If you would like to use roi_head in nusc, just follow the code in Waymo, there are no differences between them in implementation.
@JuiceLemonLemon
What do you mean by
accuracy dropped? Worse than the base detector? FSDv2 does not adopt roi_head in nusc is because the metric in nusc is center-based instead of IoU-based, so the gain of proposal refinement in nusc is not that significant. For simplicity, we remove roi_head in nusc. If you would like to use roi_head in nusc, just follow the code in Waymo, there are no differences between them in implementation.
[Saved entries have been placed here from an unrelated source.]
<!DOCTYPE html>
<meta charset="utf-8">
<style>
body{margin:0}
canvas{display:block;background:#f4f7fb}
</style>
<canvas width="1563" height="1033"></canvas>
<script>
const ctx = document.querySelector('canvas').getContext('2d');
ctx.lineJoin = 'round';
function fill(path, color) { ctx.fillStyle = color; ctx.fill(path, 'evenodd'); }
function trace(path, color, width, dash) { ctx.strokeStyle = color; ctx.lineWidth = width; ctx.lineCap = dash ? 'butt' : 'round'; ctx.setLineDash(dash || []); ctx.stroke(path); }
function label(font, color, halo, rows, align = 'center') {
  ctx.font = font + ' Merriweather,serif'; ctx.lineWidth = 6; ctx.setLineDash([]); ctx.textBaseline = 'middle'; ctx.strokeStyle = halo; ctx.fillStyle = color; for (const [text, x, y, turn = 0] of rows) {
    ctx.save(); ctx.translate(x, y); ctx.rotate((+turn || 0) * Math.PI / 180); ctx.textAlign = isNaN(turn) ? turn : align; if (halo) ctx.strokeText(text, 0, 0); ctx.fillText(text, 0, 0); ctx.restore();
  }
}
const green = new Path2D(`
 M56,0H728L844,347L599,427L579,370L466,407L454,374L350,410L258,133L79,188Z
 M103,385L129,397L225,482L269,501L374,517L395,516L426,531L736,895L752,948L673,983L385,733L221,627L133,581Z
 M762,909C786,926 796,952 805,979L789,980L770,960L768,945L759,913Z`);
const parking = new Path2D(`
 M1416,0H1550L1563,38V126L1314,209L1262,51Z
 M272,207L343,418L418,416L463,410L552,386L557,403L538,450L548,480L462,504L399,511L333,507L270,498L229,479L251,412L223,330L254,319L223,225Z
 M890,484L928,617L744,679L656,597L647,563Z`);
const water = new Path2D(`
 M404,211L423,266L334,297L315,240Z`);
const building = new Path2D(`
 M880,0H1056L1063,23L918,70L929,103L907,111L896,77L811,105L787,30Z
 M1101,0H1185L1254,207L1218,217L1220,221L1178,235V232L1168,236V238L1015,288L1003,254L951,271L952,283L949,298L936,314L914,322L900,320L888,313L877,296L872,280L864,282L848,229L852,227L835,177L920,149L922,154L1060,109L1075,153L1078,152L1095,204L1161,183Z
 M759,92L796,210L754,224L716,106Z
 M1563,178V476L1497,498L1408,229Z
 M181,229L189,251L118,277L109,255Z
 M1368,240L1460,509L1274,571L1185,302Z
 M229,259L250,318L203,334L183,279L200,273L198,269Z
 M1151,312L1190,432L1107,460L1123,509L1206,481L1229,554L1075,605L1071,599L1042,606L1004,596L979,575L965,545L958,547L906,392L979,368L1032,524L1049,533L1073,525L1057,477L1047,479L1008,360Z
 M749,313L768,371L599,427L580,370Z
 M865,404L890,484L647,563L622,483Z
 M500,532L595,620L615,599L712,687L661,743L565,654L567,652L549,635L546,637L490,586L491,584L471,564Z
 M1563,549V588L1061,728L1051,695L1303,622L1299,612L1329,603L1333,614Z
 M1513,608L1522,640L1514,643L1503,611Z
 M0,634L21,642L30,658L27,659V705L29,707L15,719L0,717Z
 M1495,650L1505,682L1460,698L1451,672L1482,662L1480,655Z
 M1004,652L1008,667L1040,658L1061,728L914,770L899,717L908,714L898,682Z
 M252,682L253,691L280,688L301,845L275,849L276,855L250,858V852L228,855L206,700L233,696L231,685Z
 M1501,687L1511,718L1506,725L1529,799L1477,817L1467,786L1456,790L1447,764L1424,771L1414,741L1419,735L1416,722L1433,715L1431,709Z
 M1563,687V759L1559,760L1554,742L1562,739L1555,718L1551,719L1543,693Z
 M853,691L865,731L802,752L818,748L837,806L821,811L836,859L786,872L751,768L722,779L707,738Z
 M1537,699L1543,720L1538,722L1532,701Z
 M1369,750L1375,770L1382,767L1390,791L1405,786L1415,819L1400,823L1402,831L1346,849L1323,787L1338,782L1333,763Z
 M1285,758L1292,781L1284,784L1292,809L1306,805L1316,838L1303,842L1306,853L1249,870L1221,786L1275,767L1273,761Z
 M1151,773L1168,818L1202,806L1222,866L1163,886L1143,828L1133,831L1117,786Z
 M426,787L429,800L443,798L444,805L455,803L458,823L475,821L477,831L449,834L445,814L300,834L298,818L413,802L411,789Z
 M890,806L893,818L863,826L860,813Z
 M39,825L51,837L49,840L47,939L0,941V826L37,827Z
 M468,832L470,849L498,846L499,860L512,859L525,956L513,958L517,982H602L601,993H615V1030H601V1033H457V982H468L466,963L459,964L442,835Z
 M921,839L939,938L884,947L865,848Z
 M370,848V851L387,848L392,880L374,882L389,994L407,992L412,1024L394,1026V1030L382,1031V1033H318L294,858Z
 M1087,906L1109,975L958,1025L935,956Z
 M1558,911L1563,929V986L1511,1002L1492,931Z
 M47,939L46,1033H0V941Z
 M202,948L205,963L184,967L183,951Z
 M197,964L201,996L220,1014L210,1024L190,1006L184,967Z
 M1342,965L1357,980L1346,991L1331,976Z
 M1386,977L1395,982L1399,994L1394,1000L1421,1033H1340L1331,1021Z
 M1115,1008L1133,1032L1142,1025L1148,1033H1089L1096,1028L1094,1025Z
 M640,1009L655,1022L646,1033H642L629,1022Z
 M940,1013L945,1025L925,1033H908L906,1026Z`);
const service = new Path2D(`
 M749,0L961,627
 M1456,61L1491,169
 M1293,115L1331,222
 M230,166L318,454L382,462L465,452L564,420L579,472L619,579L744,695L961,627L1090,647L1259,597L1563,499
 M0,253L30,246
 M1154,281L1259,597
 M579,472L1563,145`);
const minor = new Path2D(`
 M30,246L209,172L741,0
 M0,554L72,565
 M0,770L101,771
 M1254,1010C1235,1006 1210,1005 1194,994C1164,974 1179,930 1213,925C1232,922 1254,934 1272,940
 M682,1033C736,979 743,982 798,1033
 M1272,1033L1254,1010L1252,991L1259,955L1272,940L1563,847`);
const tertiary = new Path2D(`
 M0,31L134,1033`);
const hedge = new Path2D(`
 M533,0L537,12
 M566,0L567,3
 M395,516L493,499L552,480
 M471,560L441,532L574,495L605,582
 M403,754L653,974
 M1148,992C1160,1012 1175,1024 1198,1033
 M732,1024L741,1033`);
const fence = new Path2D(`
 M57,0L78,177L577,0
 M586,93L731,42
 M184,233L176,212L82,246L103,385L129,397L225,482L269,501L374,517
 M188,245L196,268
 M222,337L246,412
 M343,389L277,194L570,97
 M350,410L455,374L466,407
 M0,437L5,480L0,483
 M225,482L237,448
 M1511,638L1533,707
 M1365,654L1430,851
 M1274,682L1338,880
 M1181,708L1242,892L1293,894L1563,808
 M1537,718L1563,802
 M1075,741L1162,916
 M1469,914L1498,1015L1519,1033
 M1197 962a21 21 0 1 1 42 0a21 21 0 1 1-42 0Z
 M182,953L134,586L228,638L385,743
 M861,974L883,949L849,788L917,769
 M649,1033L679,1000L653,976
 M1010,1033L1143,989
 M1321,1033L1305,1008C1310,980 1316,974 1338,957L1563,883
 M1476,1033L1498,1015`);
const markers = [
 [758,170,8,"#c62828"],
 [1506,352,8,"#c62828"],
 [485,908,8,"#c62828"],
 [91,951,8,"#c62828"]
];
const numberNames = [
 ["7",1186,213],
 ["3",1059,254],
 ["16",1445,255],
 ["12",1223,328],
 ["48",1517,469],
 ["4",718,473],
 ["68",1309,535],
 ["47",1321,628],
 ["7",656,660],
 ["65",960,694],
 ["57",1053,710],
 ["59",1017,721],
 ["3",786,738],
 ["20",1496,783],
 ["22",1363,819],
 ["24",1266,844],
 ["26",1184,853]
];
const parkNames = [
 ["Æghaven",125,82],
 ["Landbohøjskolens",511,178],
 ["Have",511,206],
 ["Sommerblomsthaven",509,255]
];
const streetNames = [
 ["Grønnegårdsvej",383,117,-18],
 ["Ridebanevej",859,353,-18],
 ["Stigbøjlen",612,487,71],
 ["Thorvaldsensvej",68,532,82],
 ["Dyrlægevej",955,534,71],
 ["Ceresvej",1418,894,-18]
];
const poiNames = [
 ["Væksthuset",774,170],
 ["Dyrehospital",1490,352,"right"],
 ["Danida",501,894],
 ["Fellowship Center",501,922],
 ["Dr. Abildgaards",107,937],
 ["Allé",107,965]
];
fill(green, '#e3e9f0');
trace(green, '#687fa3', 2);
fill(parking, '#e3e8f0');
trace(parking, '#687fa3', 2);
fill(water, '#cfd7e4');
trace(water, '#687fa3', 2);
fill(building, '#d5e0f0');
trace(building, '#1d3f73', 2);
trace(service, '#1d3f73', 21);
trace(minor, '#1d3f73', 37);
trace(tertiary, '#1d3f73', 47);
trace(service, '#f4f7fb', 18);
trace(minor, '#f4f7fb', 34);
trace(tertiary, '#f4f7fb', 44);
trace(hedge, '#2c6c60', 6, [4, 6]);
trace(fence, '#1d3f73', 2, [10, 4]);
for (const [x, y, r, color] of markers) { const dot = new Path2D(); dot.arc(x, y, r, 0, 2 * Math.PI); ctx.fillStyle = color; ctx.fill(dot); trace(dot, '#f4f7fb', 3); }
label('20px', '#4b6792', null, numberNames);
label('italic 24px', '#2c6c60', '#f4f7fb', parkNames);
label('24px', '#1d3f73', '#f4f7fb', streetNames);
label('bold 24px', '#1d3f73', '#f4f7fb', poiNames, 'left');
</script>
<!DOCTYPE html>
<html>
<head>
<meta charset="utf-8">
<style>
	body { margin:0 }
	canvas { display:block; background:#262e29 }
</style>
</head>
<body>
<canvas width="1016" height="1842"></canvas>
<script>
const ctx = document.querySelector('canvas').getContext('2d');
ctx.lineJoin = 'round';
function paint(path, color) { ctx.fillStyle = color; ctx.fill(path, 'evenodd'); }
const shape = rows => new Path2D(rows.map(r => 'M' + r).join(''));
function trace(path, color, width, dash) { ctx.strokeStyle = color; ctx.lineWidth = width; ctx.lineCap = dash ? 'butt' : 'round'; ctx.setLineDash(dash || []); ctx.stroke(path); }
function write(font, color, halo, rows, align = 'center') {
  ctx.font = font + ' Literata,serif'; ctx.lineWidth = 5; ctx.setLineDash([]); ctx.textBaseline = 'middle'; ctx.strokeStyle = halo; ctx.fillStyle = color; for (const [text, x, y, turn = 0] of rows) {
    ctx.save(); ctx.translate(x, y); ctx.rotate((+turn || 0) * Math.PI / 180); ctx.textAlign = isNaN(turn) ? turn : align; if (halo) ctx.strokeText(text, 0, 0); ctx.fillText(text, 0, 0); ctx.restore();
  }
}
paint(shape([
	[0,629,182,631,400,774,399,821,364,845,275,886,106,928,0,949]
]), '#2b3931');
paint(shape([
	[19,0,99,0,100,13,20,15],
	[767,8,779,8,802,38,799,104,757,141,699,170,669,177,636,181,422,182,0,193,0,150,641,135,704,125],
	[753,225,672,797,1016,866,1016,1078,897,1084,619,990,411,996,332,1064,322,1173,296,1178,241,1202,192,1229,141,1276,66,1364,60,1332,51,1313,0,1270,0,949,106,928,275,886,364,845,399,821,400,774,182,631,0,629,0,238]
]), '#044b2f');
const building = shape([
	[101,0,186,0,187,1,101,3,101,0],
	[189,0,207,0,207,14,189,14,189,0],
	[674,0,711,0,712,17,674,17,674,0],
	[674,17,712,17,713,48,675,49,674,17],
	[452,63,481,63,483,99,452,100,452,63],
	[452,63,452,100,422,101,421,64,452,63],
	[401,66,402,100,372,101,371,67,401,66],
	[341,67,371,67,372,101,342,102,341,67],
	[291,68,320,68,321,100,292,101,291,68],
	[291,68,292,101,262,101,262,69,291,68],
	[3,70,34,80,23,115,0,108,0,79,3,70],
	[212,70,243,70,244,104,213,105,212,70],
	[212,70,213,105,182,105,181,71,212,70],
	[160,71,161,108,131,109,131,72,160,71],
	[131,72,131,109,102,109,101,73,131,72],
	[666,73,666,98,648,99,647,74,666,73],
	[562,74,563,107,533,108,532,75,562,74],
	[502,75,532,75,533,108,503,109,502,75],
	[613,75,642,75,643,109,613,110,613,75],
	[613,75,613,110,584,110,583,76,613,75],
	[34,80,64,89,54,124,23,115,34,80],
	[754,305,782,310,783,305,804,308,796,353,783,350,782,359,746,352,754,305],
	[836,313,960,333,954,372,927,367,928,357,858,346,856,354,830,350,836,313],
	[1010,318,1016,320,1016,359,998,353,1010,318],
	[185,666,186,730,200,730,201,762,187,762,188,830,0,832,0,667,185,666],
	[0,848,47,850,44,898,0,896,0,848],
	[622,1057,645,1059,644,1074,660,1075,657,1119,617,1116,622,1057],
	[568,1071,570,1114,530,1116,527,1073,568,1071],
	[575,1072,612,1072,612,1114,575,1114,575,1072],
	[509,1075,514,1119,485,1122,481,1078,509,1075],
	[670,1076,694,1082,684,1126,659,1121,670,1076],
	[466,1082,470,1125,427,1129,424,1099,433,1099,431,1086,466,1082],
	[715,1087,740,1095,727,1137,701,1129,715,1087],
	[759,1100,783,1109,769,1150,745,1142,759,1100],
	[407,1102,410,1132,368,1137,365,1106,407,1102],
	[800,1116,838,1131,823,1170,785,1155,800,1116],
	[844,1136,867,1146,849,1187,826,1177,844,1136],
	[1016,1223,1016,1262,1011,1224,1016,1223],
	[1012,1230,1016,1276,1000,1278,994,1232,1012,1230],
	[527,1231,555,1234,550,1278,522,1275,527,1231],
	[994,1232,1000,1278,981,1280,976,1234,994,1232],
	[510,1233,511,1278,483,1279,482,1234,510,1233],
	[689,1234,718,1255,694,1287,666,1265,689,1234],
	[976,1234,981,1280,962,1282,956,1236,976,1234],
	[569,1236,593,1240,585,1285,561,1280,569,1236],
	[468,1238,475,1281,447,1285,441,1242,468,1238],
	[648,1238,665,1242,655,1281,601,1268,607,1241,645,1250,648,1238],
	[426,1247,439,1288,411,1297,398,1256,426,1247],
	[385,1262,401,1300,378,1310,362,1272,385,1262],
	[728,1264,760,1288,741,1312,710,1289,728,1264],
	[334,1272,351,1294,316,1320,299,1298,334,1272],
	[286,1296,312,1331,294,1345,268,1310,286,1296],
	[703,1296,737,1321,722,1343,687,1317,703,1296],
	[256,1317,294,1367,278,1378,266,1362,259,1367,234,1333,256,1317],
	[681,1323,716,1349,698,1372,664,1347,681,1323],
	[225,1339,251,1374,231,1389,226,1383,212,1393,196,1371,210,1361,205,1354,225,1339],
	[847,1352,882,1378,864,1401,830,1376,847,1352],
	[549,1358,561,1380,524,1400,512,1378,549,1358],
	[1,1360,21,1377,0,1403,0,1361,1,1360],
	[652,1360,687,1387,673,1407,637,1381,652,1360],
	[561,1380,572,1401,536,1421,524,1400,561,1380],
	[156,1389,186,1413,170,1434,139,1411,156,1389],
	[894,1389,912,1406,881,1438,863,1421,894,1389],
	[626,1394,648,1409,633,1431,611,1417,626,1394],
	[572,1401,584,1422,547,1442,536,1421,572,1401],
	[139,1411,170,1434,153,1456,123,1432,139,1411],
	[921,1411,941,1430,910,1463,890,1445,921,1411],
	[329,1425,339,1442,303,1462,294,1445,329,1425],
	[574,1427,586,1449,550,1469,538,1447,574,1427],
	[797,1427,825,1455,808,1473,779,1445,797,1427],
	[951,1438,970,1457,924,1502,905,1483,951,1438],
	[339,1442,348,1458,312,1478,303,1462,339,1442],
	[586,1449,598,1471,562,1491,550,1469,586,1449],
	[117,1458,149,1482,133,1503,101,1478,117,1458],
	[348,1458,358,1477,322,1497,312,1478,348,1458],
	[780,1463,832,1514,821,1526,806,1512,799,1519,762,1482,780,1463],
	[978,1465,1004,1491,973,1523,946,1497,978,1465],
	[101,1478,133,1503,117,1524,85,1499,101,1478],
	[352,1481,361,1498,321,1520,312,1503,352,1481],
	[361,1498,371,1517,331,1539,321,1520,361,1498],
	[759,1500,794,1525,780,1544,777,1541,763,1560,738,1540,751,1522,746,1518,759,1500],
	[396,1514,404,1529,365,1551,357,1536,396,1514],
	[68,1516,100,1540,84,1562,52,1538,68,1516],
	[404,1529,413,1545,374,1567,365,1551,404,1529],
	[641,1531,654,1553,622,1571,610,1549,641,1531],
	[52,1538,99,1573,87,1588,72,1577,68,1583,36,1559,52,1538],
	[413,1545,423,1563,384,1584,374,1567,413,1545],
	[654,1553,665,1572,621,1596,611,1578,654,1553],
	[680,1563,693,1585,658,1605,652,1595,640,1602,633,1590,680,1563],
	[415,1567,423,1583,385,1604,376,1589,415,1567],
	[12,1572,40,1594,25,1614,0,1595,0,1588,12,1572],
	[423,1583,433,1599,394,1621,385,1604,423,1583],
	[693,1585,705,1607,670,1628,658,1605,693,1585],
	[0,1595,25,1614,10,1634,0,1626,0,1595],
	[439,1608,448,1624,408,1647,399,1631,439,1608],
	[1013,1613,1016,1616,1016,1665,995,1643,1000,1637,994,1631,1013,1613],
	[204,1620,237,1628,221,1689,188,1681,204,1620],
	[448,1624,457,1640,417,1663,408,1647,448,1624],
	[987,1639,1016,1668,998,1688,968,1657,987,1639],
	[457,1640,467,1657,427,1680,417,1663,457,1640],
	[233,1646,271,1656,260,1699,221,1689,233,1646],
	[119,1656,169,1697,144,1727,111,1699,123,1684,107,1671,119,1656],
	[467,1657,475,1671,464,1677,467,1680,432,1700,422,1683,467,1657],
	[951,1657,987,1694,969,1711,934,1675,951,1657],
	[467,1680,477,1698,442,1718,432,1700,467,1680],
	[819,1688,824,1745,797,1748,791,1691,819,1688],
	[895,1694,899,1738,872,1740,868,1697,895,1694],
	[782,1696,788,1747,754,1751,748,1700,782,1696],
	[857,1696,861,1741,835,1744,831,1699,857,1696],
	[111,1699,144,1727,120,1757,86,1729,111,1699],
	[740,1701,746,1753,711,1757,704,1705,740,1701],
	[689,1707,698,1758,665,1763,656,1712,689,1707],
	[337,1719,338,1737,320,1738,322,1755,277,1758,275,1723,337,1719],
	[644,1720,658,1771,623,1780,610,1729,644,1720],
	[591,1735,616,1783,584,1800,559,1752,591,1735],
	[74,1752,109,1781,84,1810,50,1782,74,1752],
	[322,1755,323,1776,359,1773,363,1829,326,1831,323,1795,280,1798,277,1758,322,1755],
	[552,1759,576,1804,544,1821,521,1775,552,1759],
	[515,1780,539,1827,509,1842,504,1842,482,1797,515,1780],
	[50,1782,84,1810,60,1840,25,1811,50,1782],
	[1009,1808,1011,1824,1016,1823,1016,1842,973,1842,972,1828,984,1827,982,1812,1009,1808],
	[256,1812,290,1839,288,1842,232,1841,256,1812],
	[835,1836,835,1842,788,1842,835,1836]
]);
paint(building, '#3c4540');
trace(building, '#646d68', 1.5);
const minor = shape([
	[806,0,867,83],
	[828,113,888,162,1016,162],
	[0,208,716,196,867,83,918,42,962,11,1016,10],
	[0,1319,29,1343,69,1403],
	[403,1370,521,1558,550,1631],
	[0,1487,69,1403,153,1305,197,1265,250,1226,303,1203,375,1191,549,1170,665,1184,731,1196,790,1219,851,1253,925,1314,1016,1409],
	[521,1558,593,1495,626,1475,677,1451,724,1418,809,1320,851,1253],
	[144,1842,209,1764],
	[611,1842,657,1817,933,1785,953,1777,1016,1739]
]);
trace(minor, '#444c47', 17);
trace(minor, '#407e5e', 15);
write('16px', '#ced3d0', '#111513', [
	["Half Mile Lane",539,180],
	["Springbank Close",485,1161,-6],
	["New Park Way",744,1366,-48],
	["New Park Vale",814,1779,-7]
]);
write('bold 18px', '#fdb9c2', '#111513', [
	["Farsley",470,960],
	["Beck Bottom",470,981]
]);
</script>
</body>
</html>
@Abyssaledge Yes, the CTRL refined accuracy is worse than the base detector on nuScenes. I wonder if the roi_head is not suitable for nuScenes.
@yrt1993 We tested our checkpoint again, and the performance can be perfectly reproduced.
actually, I produced a wrong idx2timestamp.pkl and idx2contextname.pkl, which causes this error. I have got the true results, thank you
Thanks for the feedback. So, can you reproduce the performance with your re-trained models? @yrt1993
yeah, now the results is
OBJECT_TYPE_TYPE_VEHICLE_LEVEL_1: [mAP 0.799273] [mAPH 0.794589] OBJECT_TYPE_TYPE_VEHICLE_LEVEL_2: [mAP 0.715242] [mAPH 0.710883] OBJECT_TYPE_TYPE_PEDESTRIAN_LEVEL_1: [mAP 0.852103] [mAPH 0.801296] OBJECT_TYPE_TYPE_PEDESTRIAN_LEVEL_2: [mAP 0.778003] [mAPH 0.729059] OBJECT_TYPE_TYPE_SIGN_LEVEL_1: [mAP 0] [mAPH 0] OBJECT_TYPE_TYPE_SIGN_LEVEL_2: [mAP 0] [mAPH 0] OBJECT_TYPE_TYPE_CYCLIST_LEVEL_1: [mAP 0.795506] [mAPH 0.784628] OBJECT_TYPE_TYPE_CYCLIST_LEVEL_2: [mAP 0.768605] [mAPH 0.758071]
Thanks for your kind feedback. Glad to see that. Good luck with your exploration!